Up next: France. We stayed in Paris for several days, and spent a night in Nice. I would have loved to stay longer, but it's probably a good thing we left because France is ridiculously expensive. Other than the fact that I was selling my soul (and luckily not my body) for food and drink, the thing that struck me most about France was how incredibly pleasant and helpful everyone was. We have this stereotype in the States that the French are American-hating snobs, but really, the opposite couldn't have been more true. We had a lady stop us on the street and offer to help us find our way if we were lost (in English), and a street vendor who Alan was buying food from made a point of helping him and making sure he gave him the correct change.
People's kindness in France, however, was in stark contrast to the way we were treated in Germany and Austria. Of all the places we visited, we definitely encountered the most rudeness and the worst service in those two countries. (This could be because none of us could speak a whit of German even remotely well.) All of this was okay because of two things: 1) Both countries have excellent playgrounds, and I am a six-year-old child at heart, and 2) the fact that the Austrians have this dish called goulash, which is just fantastic, and the Germans of course have the Hofbrauhaus where you can order no less than a liter of beer at one time. Enough said.
Italy was the last and final victim of our lingual incompetence, and this was probably a good thing. Within 30 minutes of arriving in Rome, Kat got her watch lifted off her wrist, I got groped by a dirty man in the bus station and we watched another guy on a bus almost get robbed by a "gypsy" woman. I also had several rather important articles of clothing stolen while in Florence (ladies, if you think bra shopping in the States is a pain, try it in a foreign country where you don't know the language). Finally, when we tried to go see Pompeii, we were informed (quite calmly, I might add) that such a trip would not be possible because of a "bomba" in the connecting train station. Excellent. I had really always wanted to be in a foreign country with a bomb threat. Really, though, I don't want to give the wrong impression; Italy wasn't all bad. The bad stories are just the most entertaining. For a more complete picture of the trip, including all stories/anecdotes unfit to print in a widely read University publication, just ask!

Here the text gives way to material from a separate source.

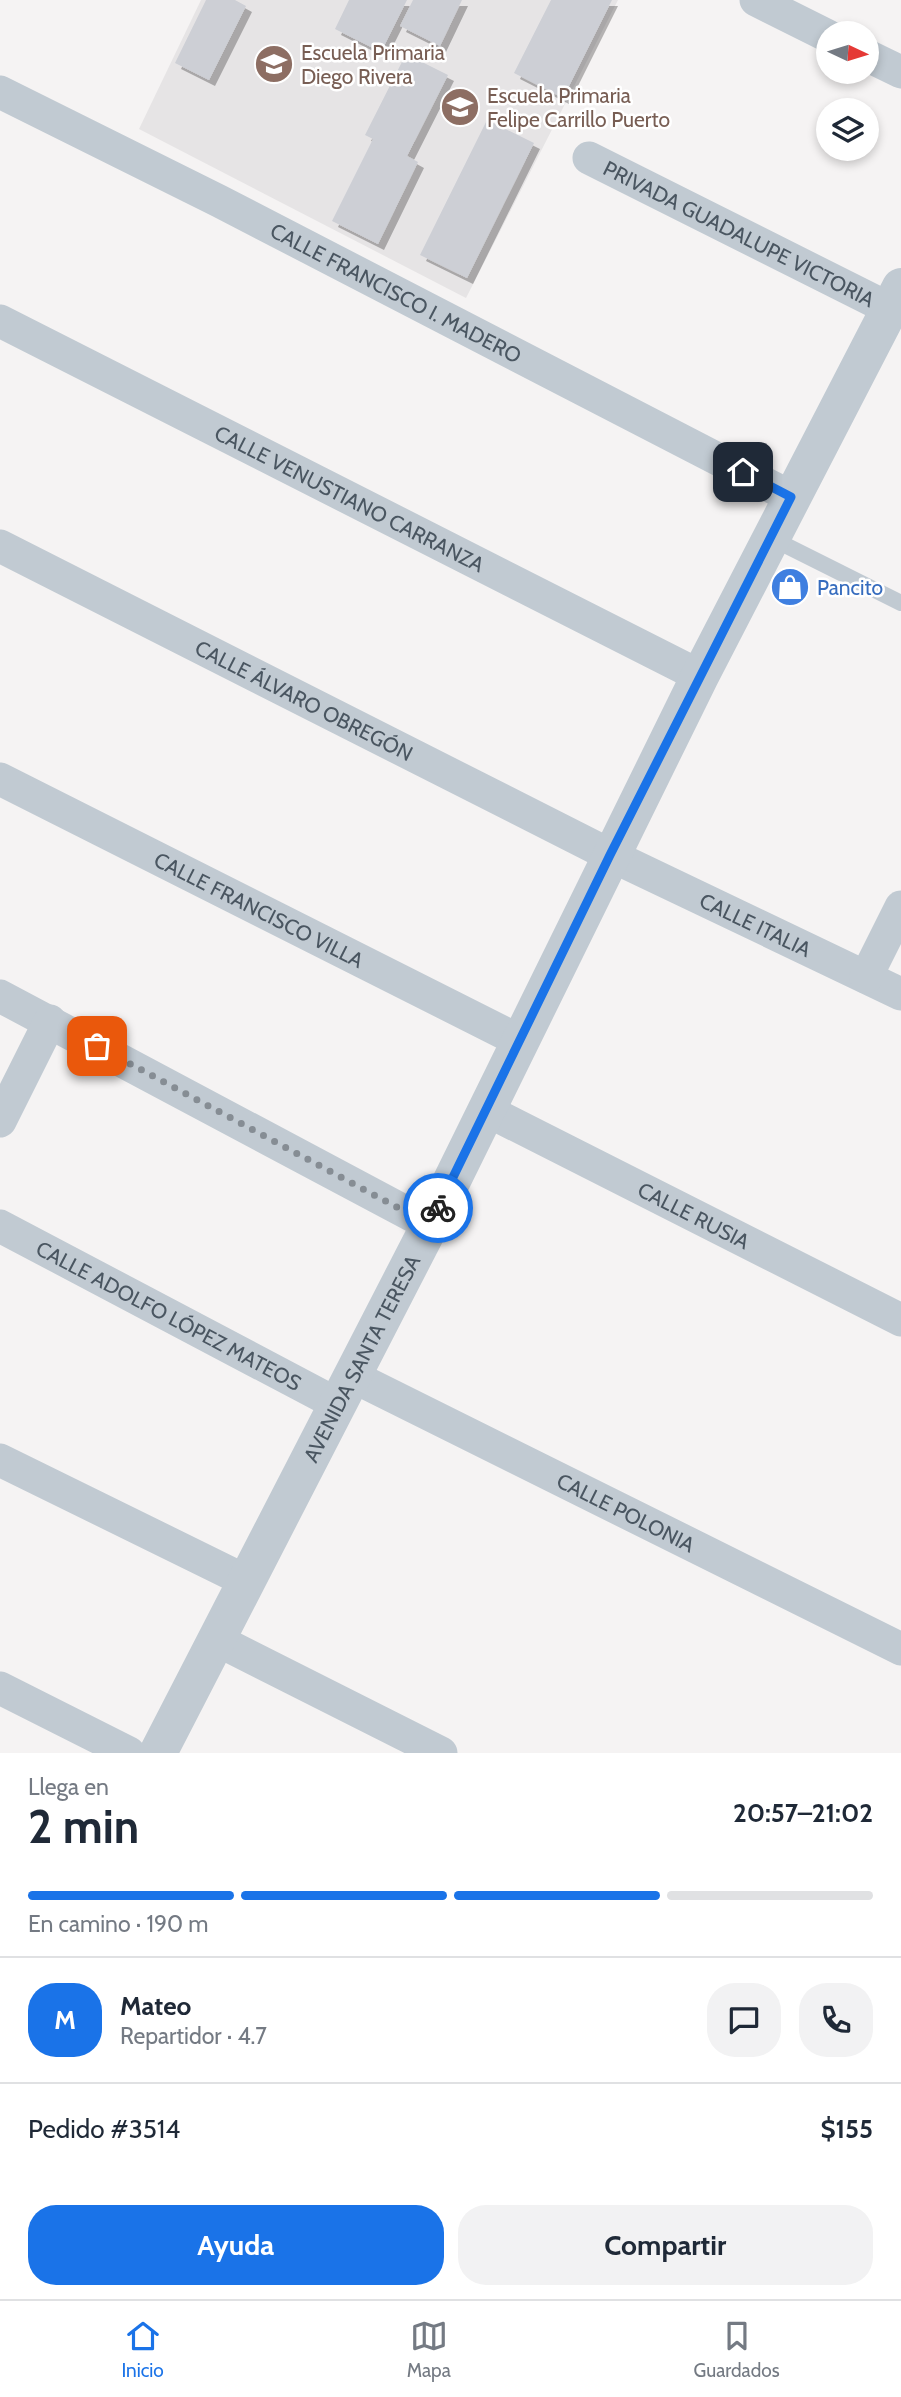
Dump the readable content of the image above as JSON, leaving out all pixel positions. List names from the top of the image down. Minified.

It seemed like a good idea at the time, and it definitely was. We certainly made our share of mistakes at the time (one major tip: check train schedules early and often, and know which ones you have to pay extra for!), but I had the time of my life, and I wouldn't trade that month spent exploring Europe with three great friends for anything.
So, to sum up, I'll steal The Cavalier Daily's Hoos/Boos:
Hoos: laid back attitudes, lowered drinking ages, cheap beer, beer/lemon Fanta mix (it's good, I swear!) topless beaches, ice cream/gelato stands on every block in Austria, Germany and Italy.
Boos: paying for bathrooms, paying for water, carbonated water, birds pooping on your head in Paris train stations, graffiti everywhere in Italy, the fact that everyone doesn't get the opportunity to experience such an amazing trip!